OPA1 loss of function affects in vitro neuronal maturation.

Mitochondrial dynamics control the organelle's morphology, with fusion leading to the formation of elongated tubules and fission leading to isolated puncta, as well as mitochondrial functions. Recent reports have shown that disruptions of mitochondrial dynamics contribute to neurodegenerative diseases. Mutations of the inner membrane GTPase OPA1 are responsible for type 1 dominant optic atrophy, by mechanisms not fully understood. We show here that in rodent cortical primary neurons, downregulation of the OPA1 protein leads to fragmented mitochondria that become less abundant along the dendrites. Furthermore, this inhibition results in reduced expression of mitochondrial respiratory complexes as well as mitochondrial DNA, decreased mitochondrial membrane potential, and diminished reactive oxygen species levels. The onset of synaptogenesis was markedly impaired through reductions in pre- and postsynaptic structural protein expression and synapse numbers without first affecting the dendritic arborization.
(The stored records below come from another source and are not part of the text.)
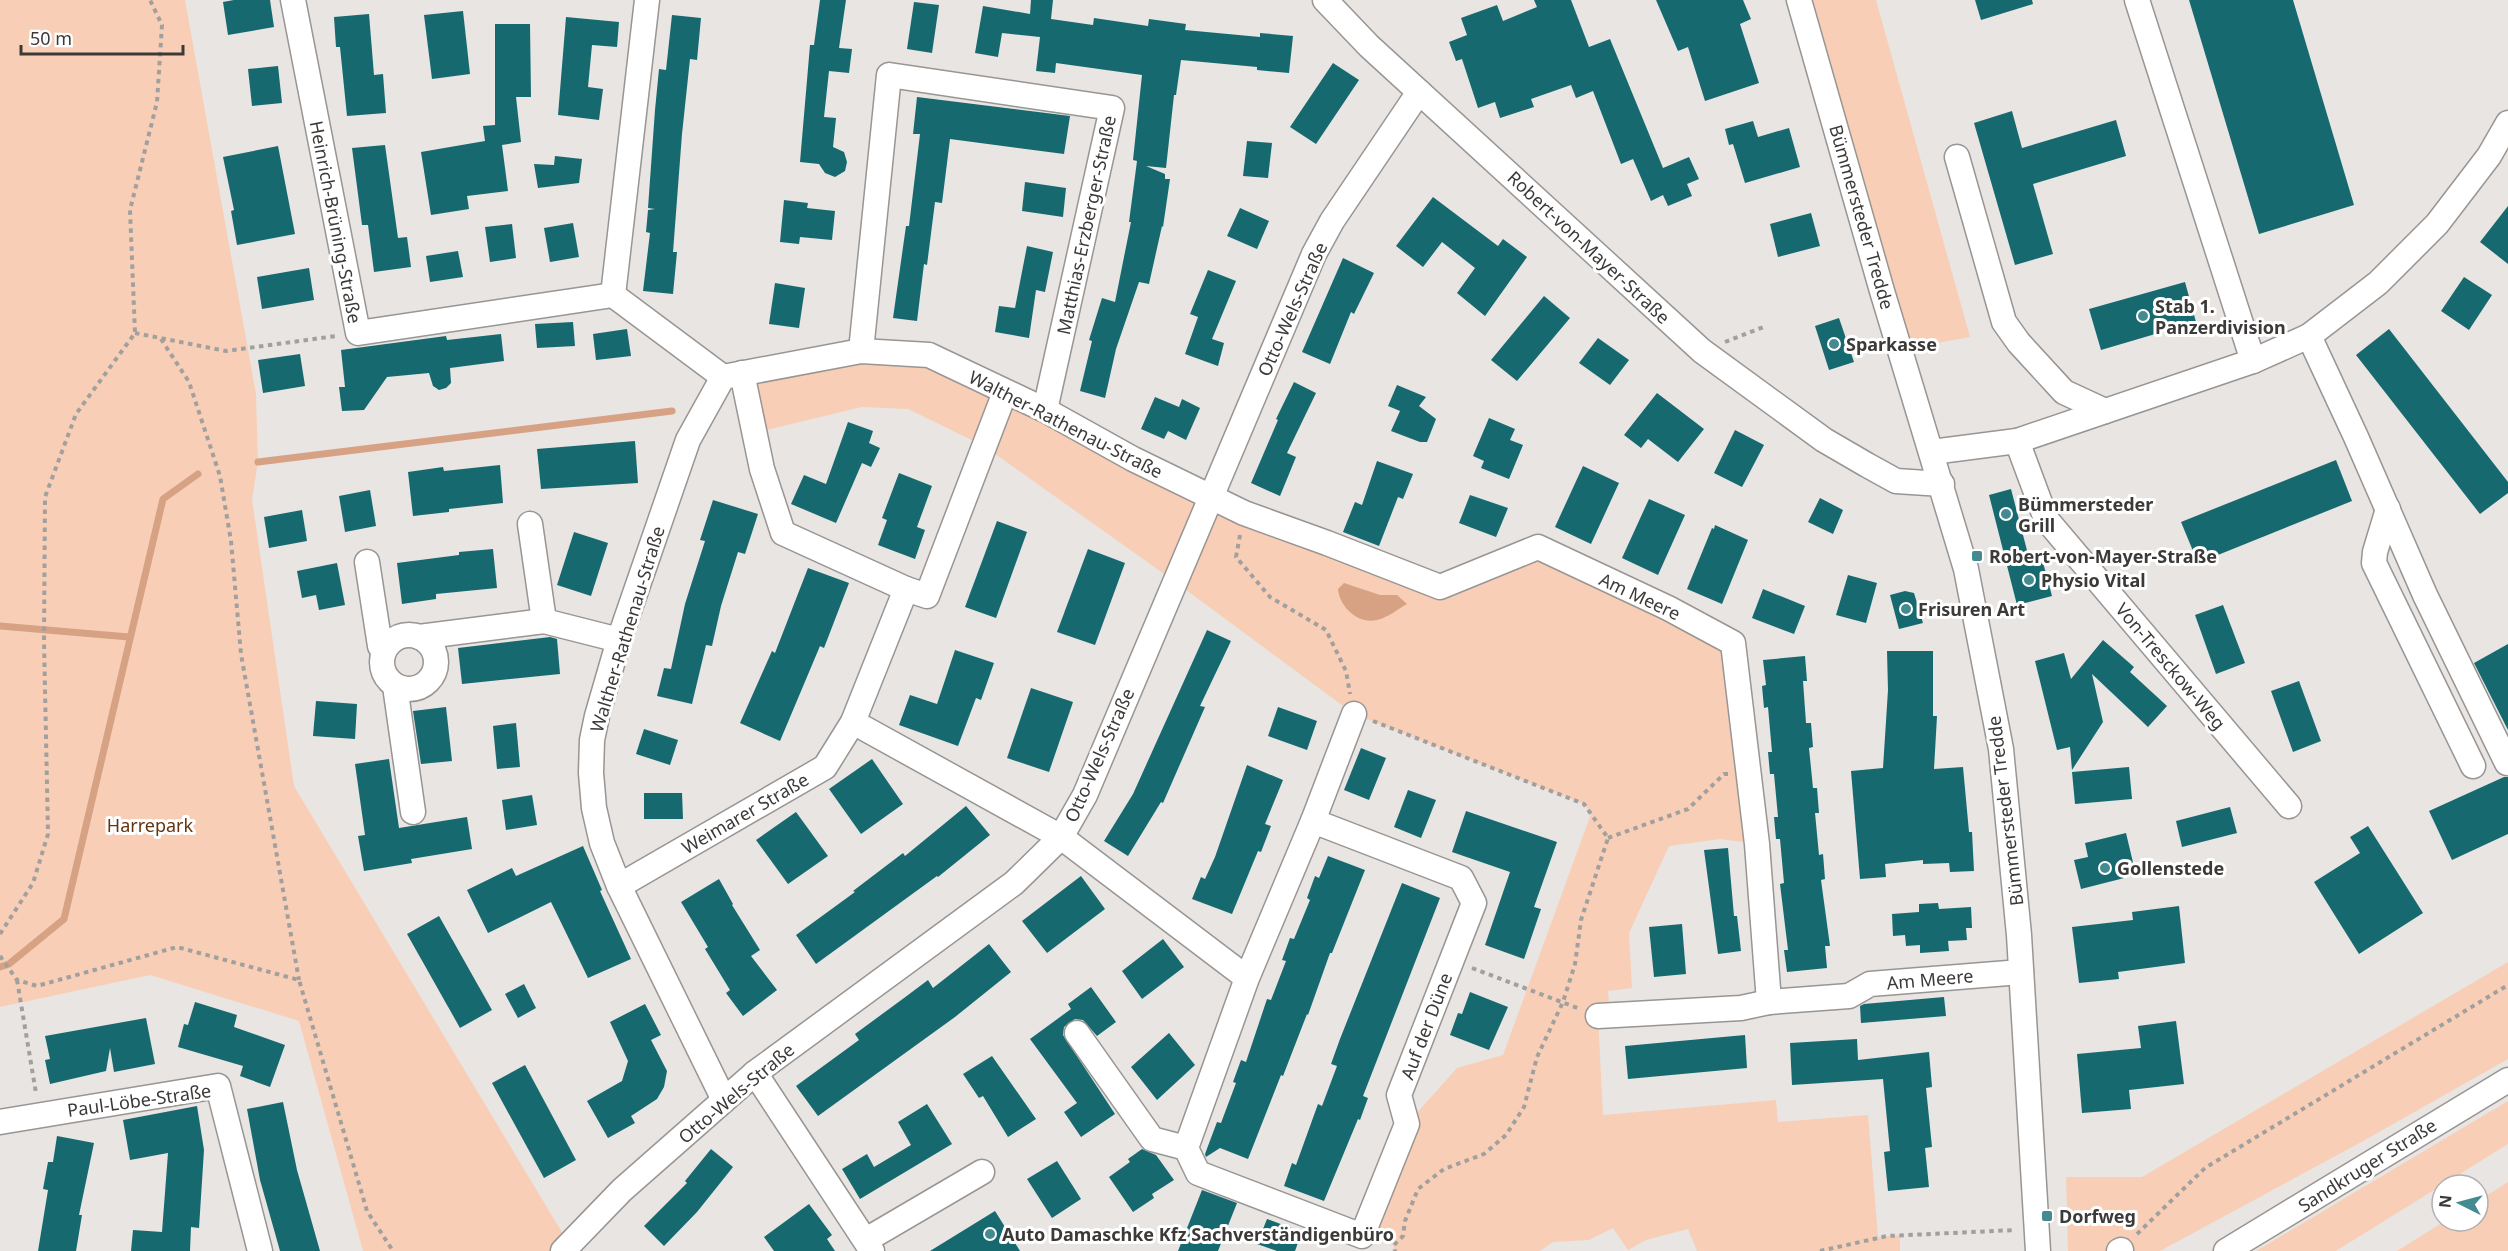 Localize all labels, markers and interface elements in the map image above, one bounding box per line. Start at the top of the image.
scale bar [21,18,183,56]
text: 50 m [30,26,72,50]
street label: Matthias-Erzberger-Straße [1051,113,1121,337]
street label: Heinrich-Brüning-Straße [305,119,367,325]
street label: Bümmersteder Tredde [1824,122,1900,312]
street label: Robert-von-Mayer-Straße [1503,165,1675,329]
street label: Otto-Wels-Straße [1252,238,1332,380]
place label: Stab 1. Panzerdivision [2155,294,2286,339]
marker: Stab 1. Panzerdivision [2136,309,2150,323]
place label: Sparkasse [1846,332,1937,356]
marker: Sparkasse [1827,337,1841,351]
street label: Walther-Rathenau-Straße [965,365,1167,483]
place label: Bümmersteder Grill [2018,492,2153,537]
marker: Bümmersteder Grill [1999,507,2013,521]
street label: Walther-Rathenau-Straße [584,523,670,735]
place label: Robert-von-Mayer-Straße [1989,544,2217,568]
marker: Robert-von-Mayer-Straße [1970,549,1984,563]
street label: Am Meere [1596,567,1684,625]
place label: Physio Vital [2041,568,2146,592]
marker: Physio Vital [2022,573,2036,587]
place label: Frisuren Art [1918,597,2025,621]
street label: Von-Tresckow-Weg [2111,597,2231,735]
marker: Frisuren Art [1899,602,1913,616]
street label: Otto-Wels-Straße [1059,684,1139,826]
street label: Bümmersteder Tredde [1981,715,2029,907]
street label: Weimarer Straße [677,767,813,859]
park label: Harrepark [107,813,194,837]
place label: Gollenstede [2117,856,2224,880]
marker: Gollenstede [2098,861,2112,875]
street label: Am Meere [1886,963,1974,995]
street label: Auf der Düne [1395,969,1457,1083]
street label: Otto-Wels-Straße [673,1037,799,1149]
street label: Paul-Löbe-Straße [66,1078,212,1122]
street label: Sandkruger Straße [2293,1113,2441,1217]
north arrow [2430,1173,2490,1233]
text: N [2433,1194,2457,1209]
place label: Dorfweg [2059,1204,2136,1228]
marker: Dorfweg [2040,1209,2054,1223]
place label: Auto Damaschke Kfz Sachverständigenbüro [1002,1222,1394,1246]
marker: Auto Damaschke Kfz Sachverständigenbüro [983,1227,997,1241] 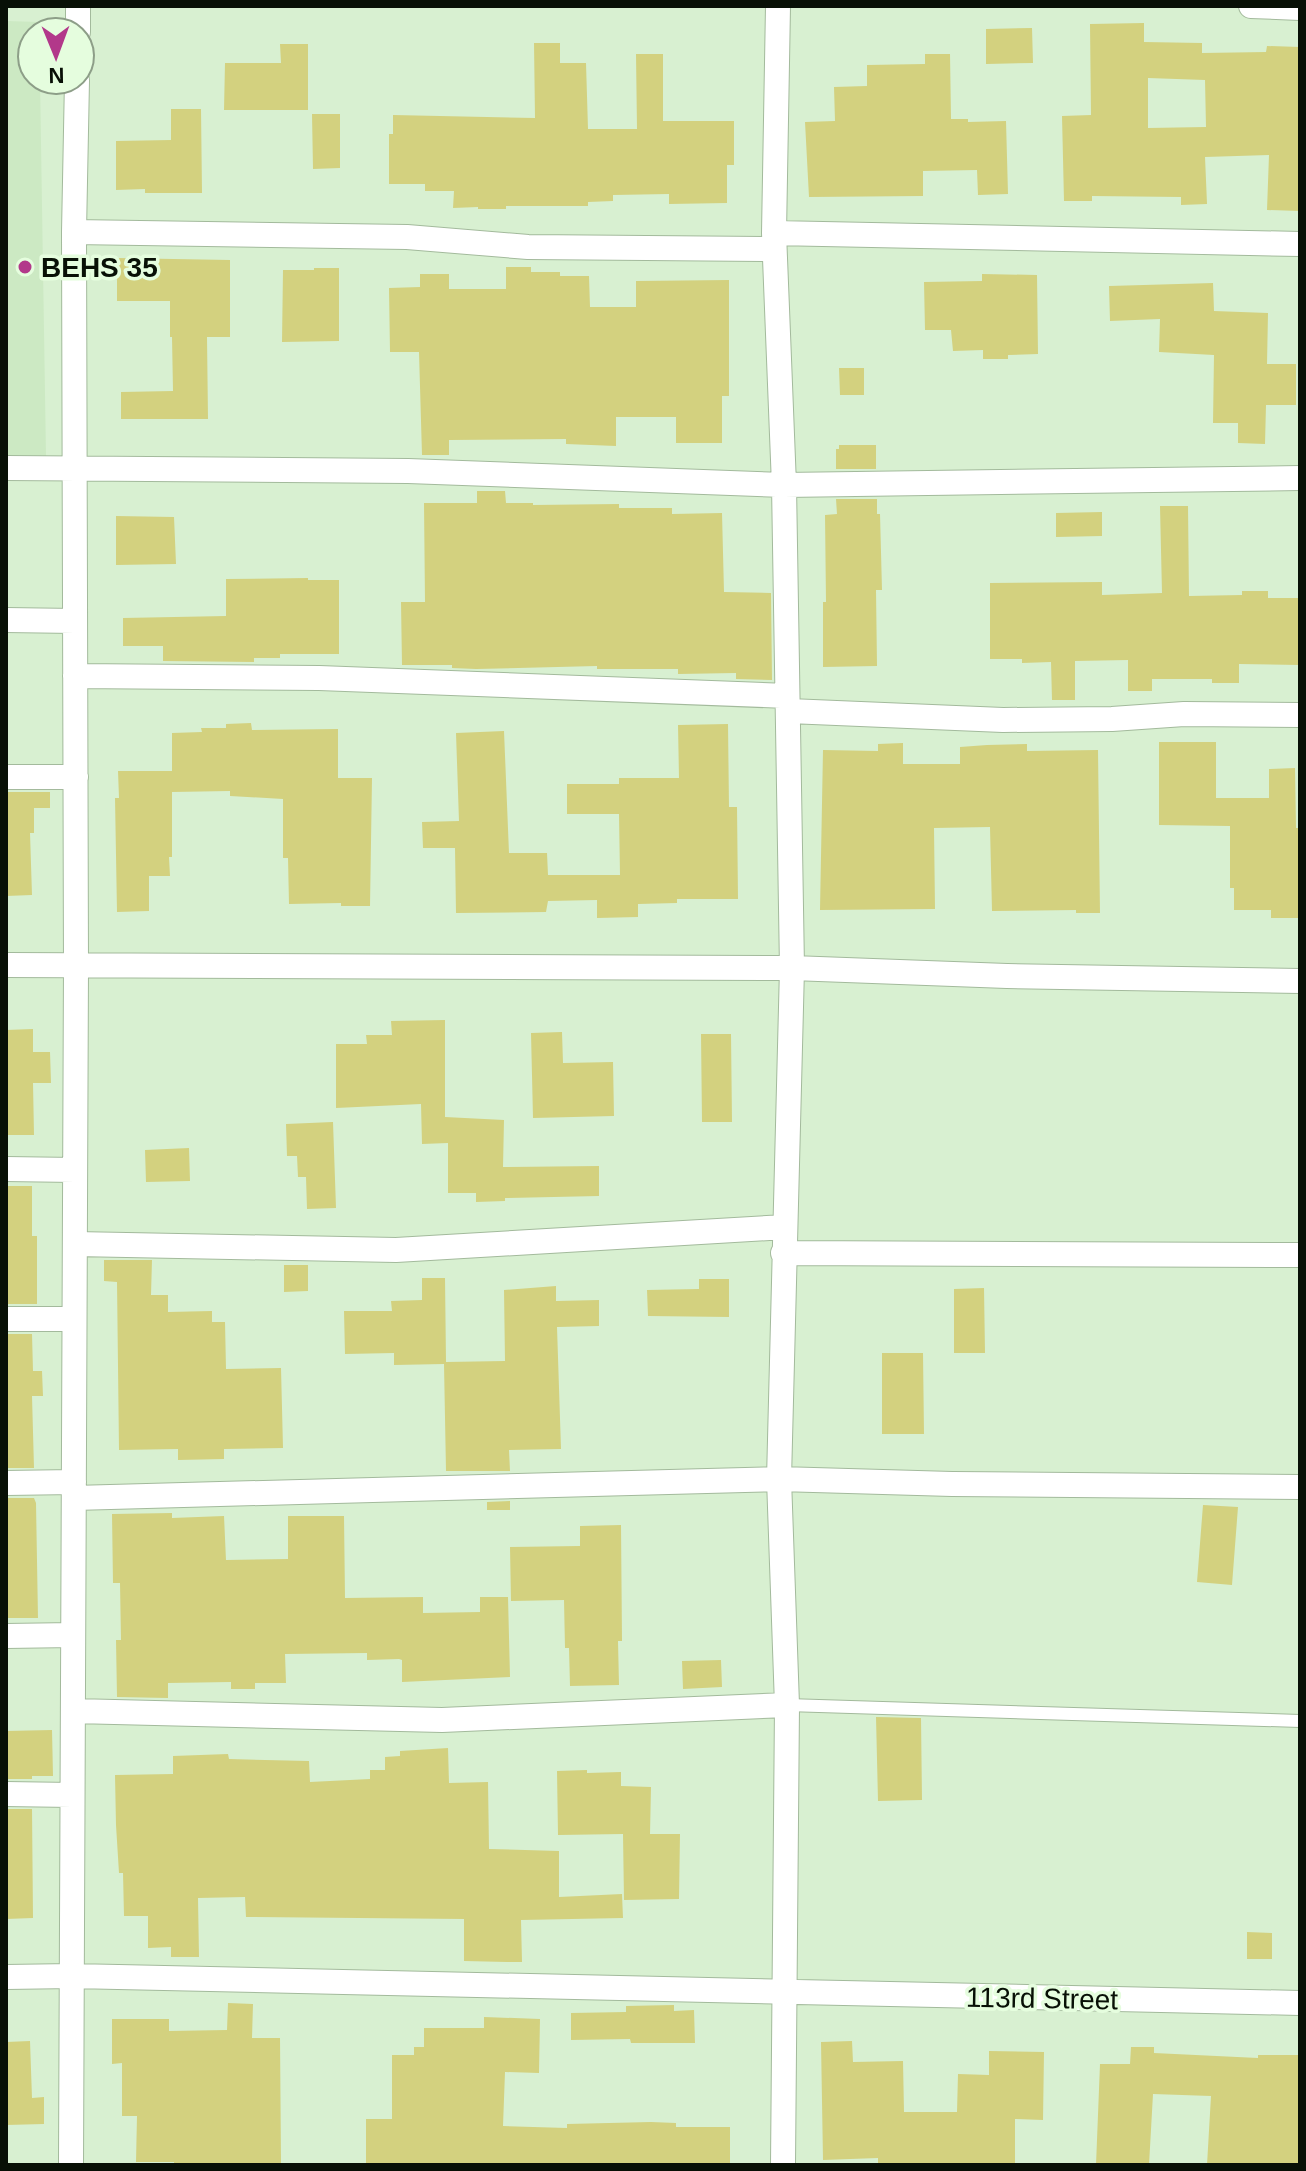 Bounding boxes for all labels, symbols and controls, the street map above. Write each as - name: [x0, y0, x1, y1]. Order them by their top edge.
- north arrow: [16, 16, 96, 96]
- text: N: [48, 63, 65, 88]
- place label: BEHS 35: [41, 252, 158, 283]
- marker: BEHS 35: [16, 258, 34, 276]
- street label: 113rd Street: [966, 1982, 1118, 2015]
With longer time in culture, OPA1 extinction led to a major restriction of dendritic growth, together with reduction of synaptic proteins. Furthermore, in maturing neurons we observed a transitory increase in mitochondrial filament length, associated with marked changes in the expression levels of OPA1, which occurred at the onset of synaptogenesis simultaneously with transitory increase in reactive oxygen species levels and NRF2/NFE2L2 nuclear translocation. This observation suggests that mitochondrial hyperfilamentation acts upstream of a reactive oxygen species-dependent NRF2 transcriptional activity, possibly impacting neuronal maturation, such a process being impaired by insufficient amount of OPA1. Our findings suggest a new role for OPA1 in synaptic maturation and dendritic growth through maintenance of proper mitochondrial oxidative metabolism and distribution, highlighting the role of mitochondrial dynamics in neuronal functioning and providing insights into dominant optic atrophy pathogenesis, as OPA1 loss affecting neuronal maturation could lead to early synaptic dysfunction.